DATASET EXCERPTS below:
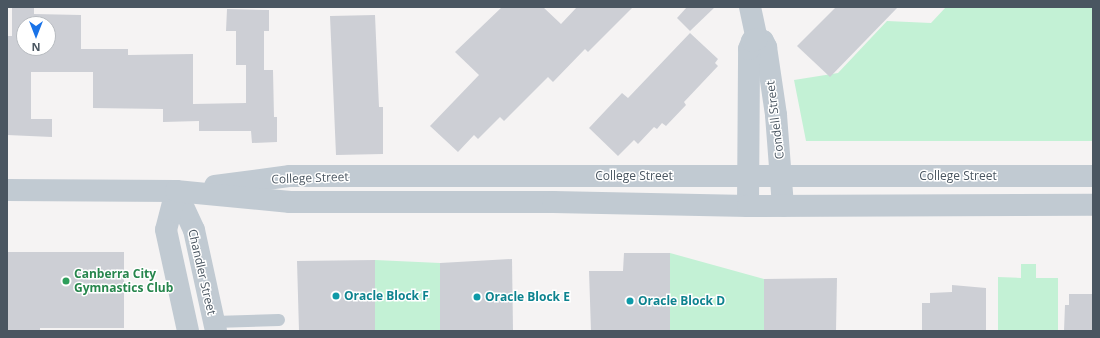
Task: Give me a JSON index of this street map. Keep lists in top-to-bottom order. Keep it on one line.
{"streets":{"street":["Condell Street","College Street","Chandler Street"]},"crossings":[["Condell Street","College Street"],["College Street","Chandler Street"]],"places":["Canberra City Gymnastics Club","Oracle Block F","Oracle Block E","Oracle Block D"],"north":"bottom"}
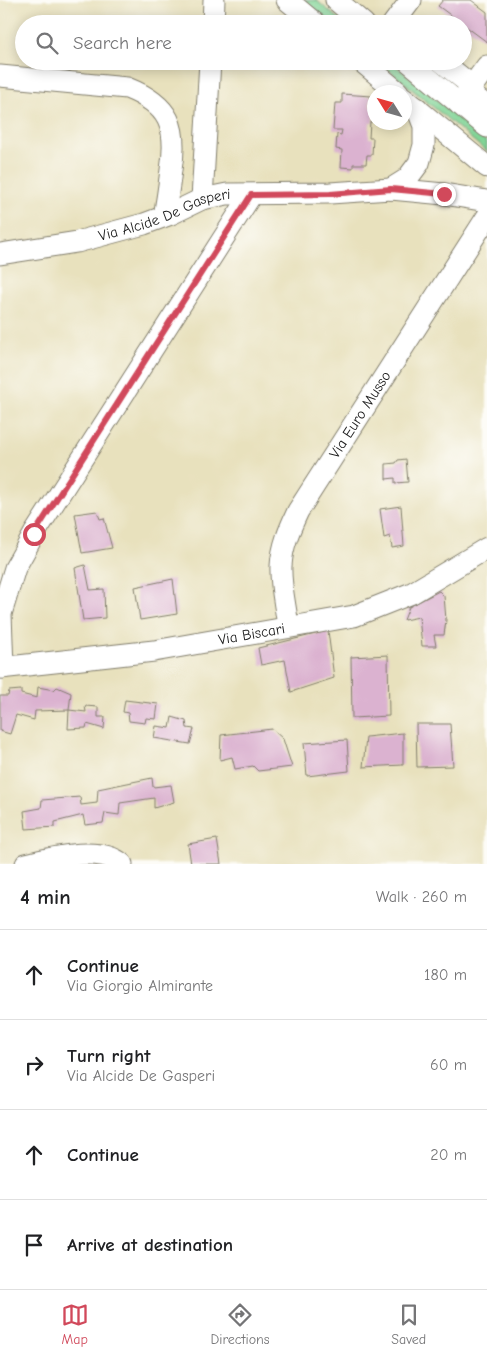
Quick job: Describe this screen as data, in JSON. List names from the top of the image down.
{
  "streets": {
    "street": ["Via Alcide De Gasperi", "Via Euro Musso", "Via Biscari"]
  },
  "crossings": [
    ["Via Euro Musso", "Via Biscari"]
  ],
  "north": "top left",
  "page": {
    "search": "Search here",
    "heading": ["4 min", "Walk · 260 m"],
    "list": [
      ["Continue", "Via Giorgio Almirante", "180 m"],
      ["Turn right", "Via Alcide De Gasperi", "60 m"],
      ["Continue", "20 m"],
      "Arrive at destination"
    ],
    "nav": ["Map", "Directions", "Saved"]
  }
}
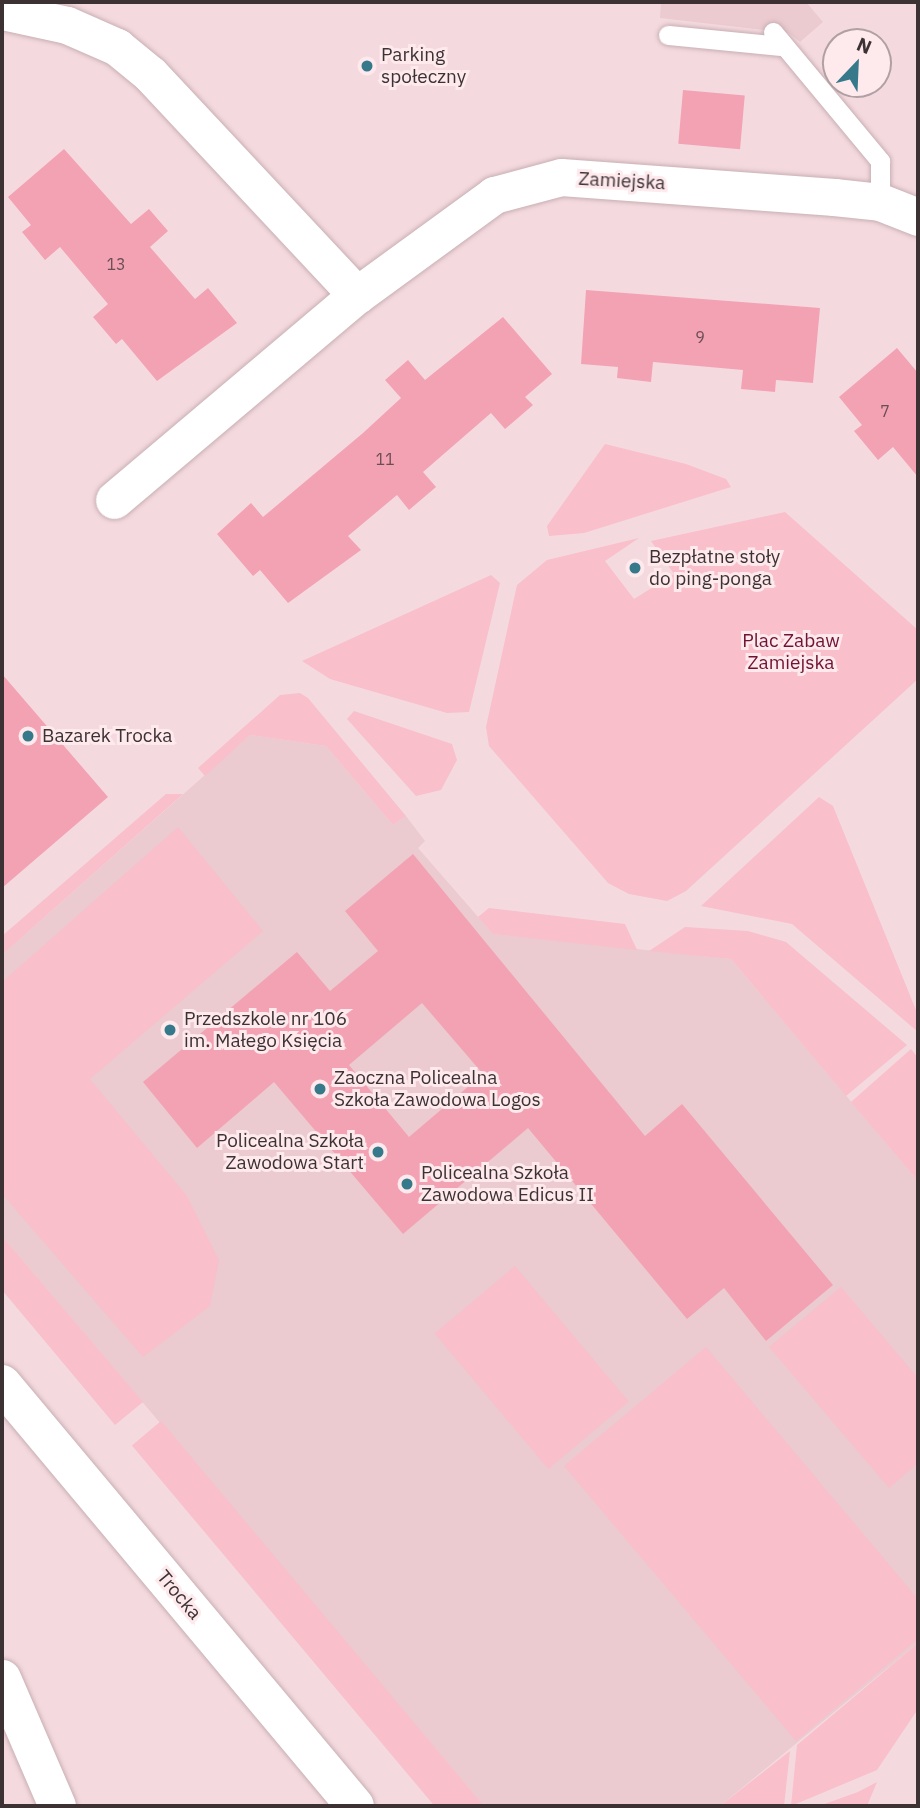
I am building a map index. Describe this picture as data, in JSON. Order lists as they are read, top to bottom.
{
  "streets": {
    "street": ["Zamiejska", "Trocka"]
  },
  "parks": ["Plac Zabaw Zamiejska"],
  "places": [
    "Parking społeczny",
    "Bezpłatne stoły do ping-ponga",
    "Bazarek Trocka",
    "Przedszkole nr 106 im. Małego Księcia",
    "Zaoczna Policealna Szkoła Zawodowa Logos",
    "Policealna Szkoła Zawodowa Start",
    "Policealna Szkoła Zawodowa Edicus II"
  ],
  "house_numbers": [
    "13",
    "9",
    "7",
    "11"
  ],
  "north": "top right"
}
End of DATASET EXCERPTS.
- [THE TASK]:
Without the pictures, write out every entry precisely as it appears.

- [OUTPUT OF THE TASK]:
Task: Give me a JSON index of this street map. Keep lists in top-to-bottom order. Keep it on one line.
{"streets":{"street":["Condell Street","College Street","Chandler Street"]},"crossings":[["Condell Street","College Street"],["College Street","Chandler Street"]],"places":["Canberra City Gymnastics Club","Oracle Block F","Oracle Block E","Oracle Block D"],"north":"bottom"}
Quick job: Describe this screen as data, in JSON. List names from the top of the image down.
{
  "streets": {
    "street": ["Via Alcide De Gasperi", "Via Euro Musso", "Via Biscari"]
  },
  "crossings": [
    ["Via Euro Musso", "Via Biscari"]
  ],
  "north": "top left",
  "page": {
    "search": "Search here",
    "heading": ["4 min", "Walk · 260 m"],
    "list": [
      ["Continue", "Via Giorgio Almirante", "180 m"],
      ["Turn right", "Via Alcide De Gasperi", "60 m"],
      ["Continue", "20 m"],
      "Arrive at destination"
    ],
    "nav": ["Map", "Directions", "Saved"]
  }
}
I am building a map index. Describe this picture as data, in JSON. Order lists as they are read, top to bottom.
{
  "streets": {
    "street": ["Zamiejska", "Trocka"]
  },
  "parks": ["Plac Zabaw Zamiejska"],
  "places": [
    "Parking społeczny",
    "Bezpłatne stoły do ping-ponga",
    "Bazarek Trocka",
    "Przedszkole nr 106 im. Małego Księcia",
    "Zaoczna Policealna Szkoła Zawodowa Logos",
    "Policealna Szkoła Zawodowa Start",
    "Policealna Szkoła Zawodowa Edicus II"
  ],
  "house_numbers": [
    "13",
    "9",
    "7",
    "11"
  ],
  "north": "top right"
}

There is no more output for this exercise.